Bunting gives Office of Political Ombudsman 'modest' rating
GENERAL Secretary of the ruling People's National Party Peter Bunting has given the performance of the political ombudsman a 'modest' rating.
"In my observation and judgment, the interventions of the Office of the Political Ombudsman have been of only modest value during this period," Bunting said in his e-mail to the Human Resources and Social Development Committee of the House of Representatives Tuesday, which referred to instances of his interfacing with the ombudsman's office as a candidate, as well as general secretary of the PNP, since 2007.
"I do not believe that it is efficient to maintain an Office of the Political Ombudsman for the next few years, since elections are not due within that time frame," Bunting, the minister of national security, said.

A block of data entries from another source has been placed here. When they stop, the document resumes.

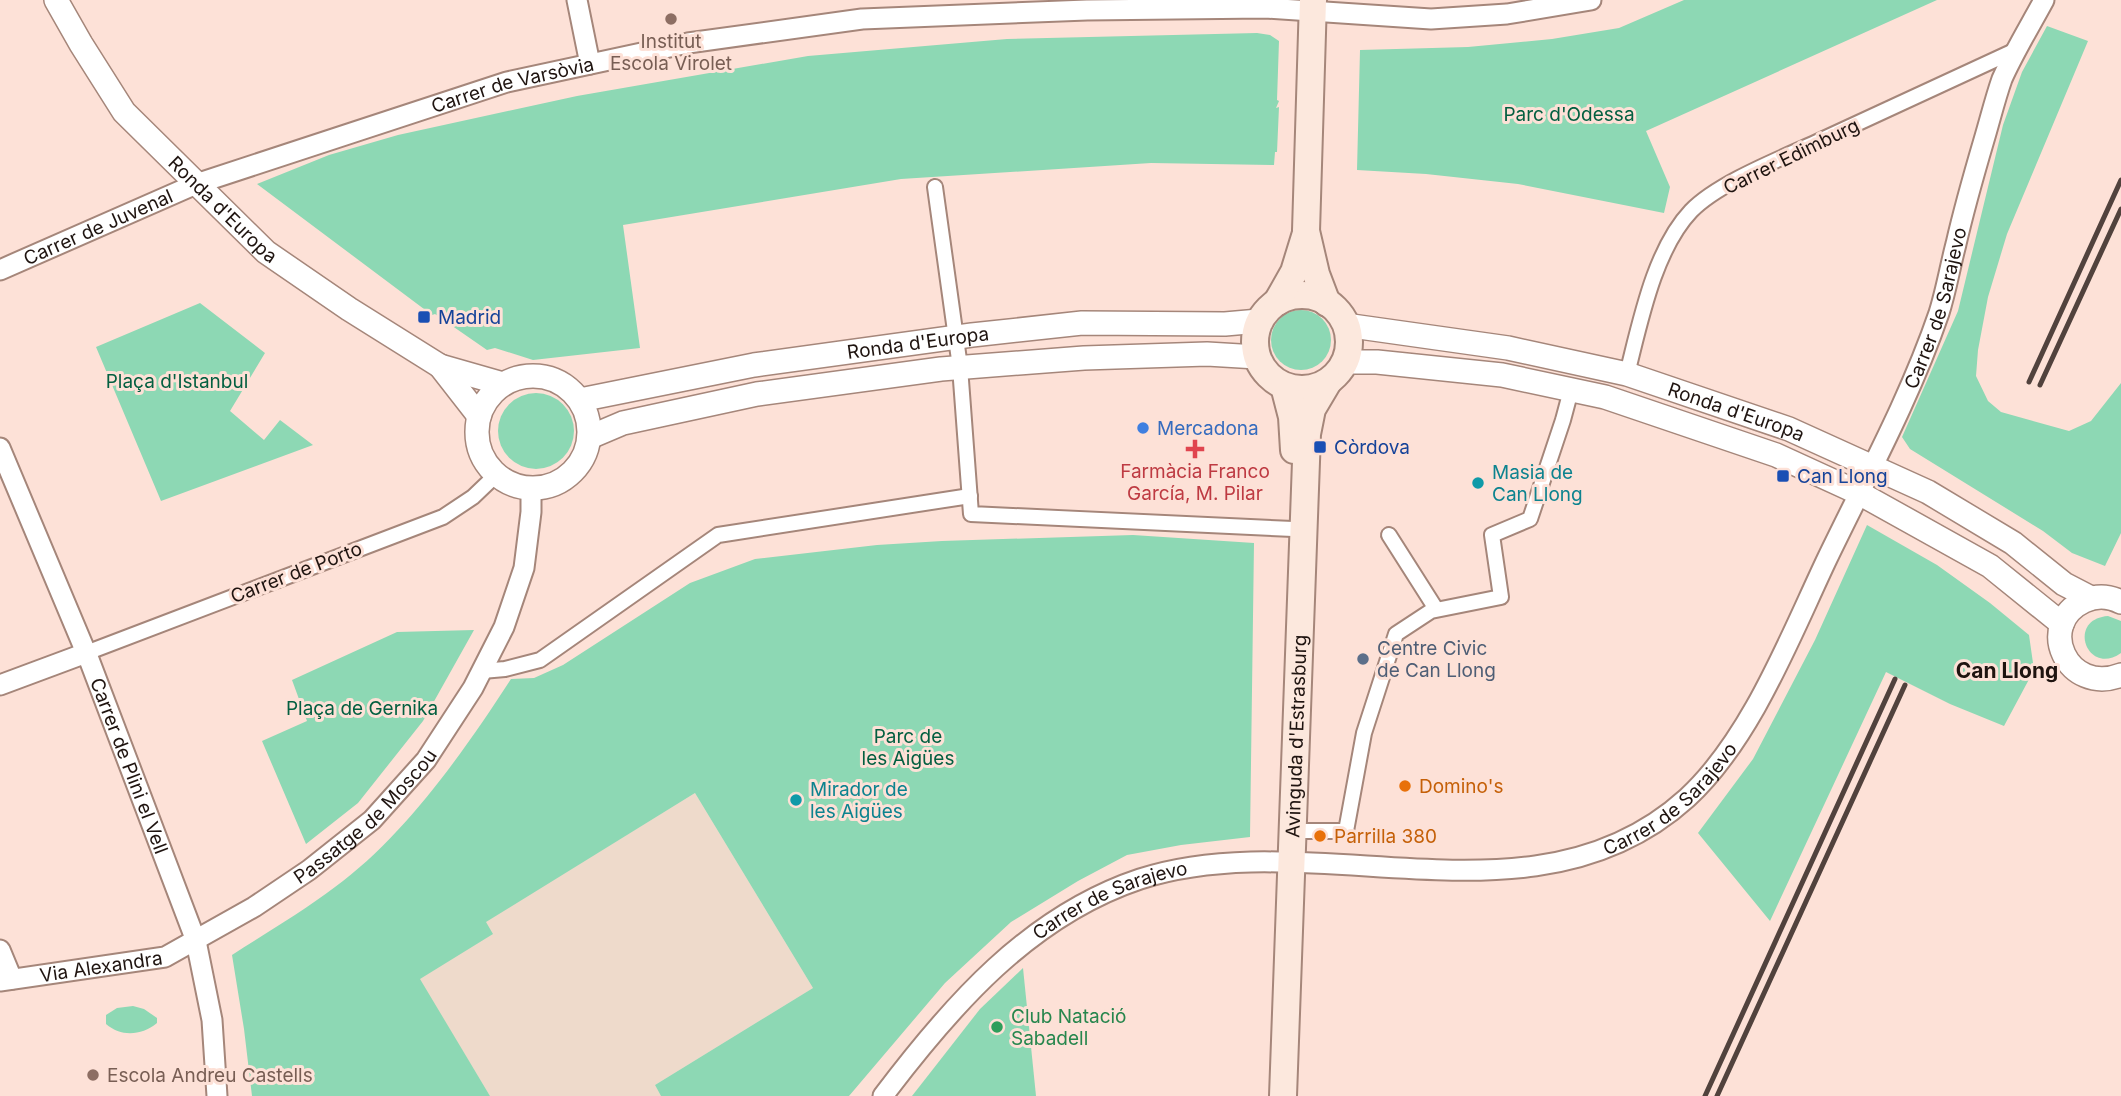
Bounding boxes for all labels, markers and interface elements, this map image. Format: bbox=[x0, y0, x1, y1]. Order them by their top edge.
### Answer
marker: Institut Escola Virolet bbox=[663, 11, 679, 27]
place label: Institut Escola Virolet bbox=[610, 30, 732, 75]
street label: Carrer de Varsòvia bbox=[428, 53, 596, 118]
park label: Parc d'Odessa bbox=[1503, 103, 1635, 126]
street label: Carrer Edimburg bbox=[1720, 114, 1863, 199]
street label: Ronda d'Europa bbox=[164, 152, 281, 268]
street label: Carrer de Juvenal bbox=[20, 185, 176, 270]
street label: Carrer de Sarajevo bbox=[1900, 225, 1972, 392]
place label: Madrid bbox=[438, 306, 501, 329]
marker: Madrid bbox=[416, 309, 432, 325]
street label: Ronda d'Europa bbox=[846, 322, 990, 364]
park label: Plaça d'Istanbul bbox=[106, 370, 248, 393]
street label: Ronda d'Europa bbox=[1665, 378, 1808, 447]
place label: Mercadona bbox=[1157, 417, 1259, 440]
marker: Mercadona bbox=[1135, 420, 1151, 436]
place label: Còrdova bbox=[1334, 436, 1410, 459]
marker: Còrdova bbox=[1312, 439, 1328, 455]
marker: Farmàcia Franco García, M. Pilar bbox=[1187, 441, 1203, 457]
place label: Farmàcia Franco García, M. Pilar bbox=[1120, 460, 1270, 505]
place label: Masia de Can Llong bbox=[1492, 461, 1583, 506]
place label: Can Llong bbox=[1797, 465, 1888, 488]
marker: Can Llong bbox=[1775, 468, 1791, 484]
marker: Masia de Can Llong bbox=[1470, 475, 1486, 491]
street label: Carrer de Porto bbox=[227, 537, 365, 608]
street label: Avinguda d'Estrasburg bbox=[1281, 634, 1312, 838]
place label: Centre Civic de Can Llong bbox=[1377, 637, 1496, 682]
marker: Centre Civic de Can Llong bbox=[1355, 651, 1371, 667]
district label: Can Llong bbox=[1956, 658, 2058, 683]
street label: Carrer de Plini el Vell bbox=[85, 675, 173, 857]
park label: Plaça de Gernika bbox=[286, 697, 438, 720]
park label: Parc de les Aigües bbox=[862, 725, 954, 770]
street label: Carrer de Sarajevo bbox=[1600, 738, 1742, 860]
street label: Passatge de Moscou bbox=[290, 745, 442, 889]
place label: Domino's bbox=[1419, 775, 1503, 798]
place label: Mirador de les Aigües bbox=[810, 778, 908, 823]
marker: Domino's bbox=[1397, 778, 1413, 794]
marker: Mirador de les Aigües bbox=[788, 792, 804, 808]
place label: Parrilla 380 bbox=[1334, 825, 1437, 848]
marker: Parrilla 380 bbox=[1312, 828, 1328, 844]
street label: Carrer de Sarajevo bbox=[1028, 857, 1189, 945]
street label: Via Alexandra bbox=[38, 947, 164, 987]
place label: Club Natació Sabadell bbox=[1011, 1005, 1127, 1050]
marker: Club Natació Sabadell bbox=[989, 1019, 1005, 1035]
place label: Escola Andreu Castells bbox=[107, 1064, 313, 1087]
marker: Escola Andreu Castells bbox=[85, 1067, 101, 1083]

He suggested that a possible approach would have been to have the Electoral Commission of Jamaica (ECJ) provide the administrative support for an Office of the Political Ombudsman, but only appoint an ombudsman when elections are in the offing.
The national security minister noted that, as general secretary of the party, he was the "primary interface" with the political ombudsman for by-elections and two elections (parliamentary and local government) since January 2008. However, he pointed out that while the points made in his e-mail were based on his experiences as general secretary of the PNP, they were not the policy position of the party.
Blair later told the committee that he was not surprised by the views expressed by Bunting in the e-mail.
"I can safely say that I knew he expressed that (opinion), especially his last comments in the document... it's not anything new," the ombudsman said.
Government MP Joylan Silvera (West St Mary) felt that, in light of Bunting's expressions, the general secretary of the Jamaica Labour Party (JLP) should also be asked for his personal opinion.
Opposition member Olivia "Babsy" Grange (Central St Catherine) supported the view, but further suggested Blair meet with both general secretaries, or party leaders, to get their views of his office.
The committee, which agreed to contact JLP general secretary Aundre Franklin for his views, is expected to resume meetings after Parliament's summer recess, which begins this weekend.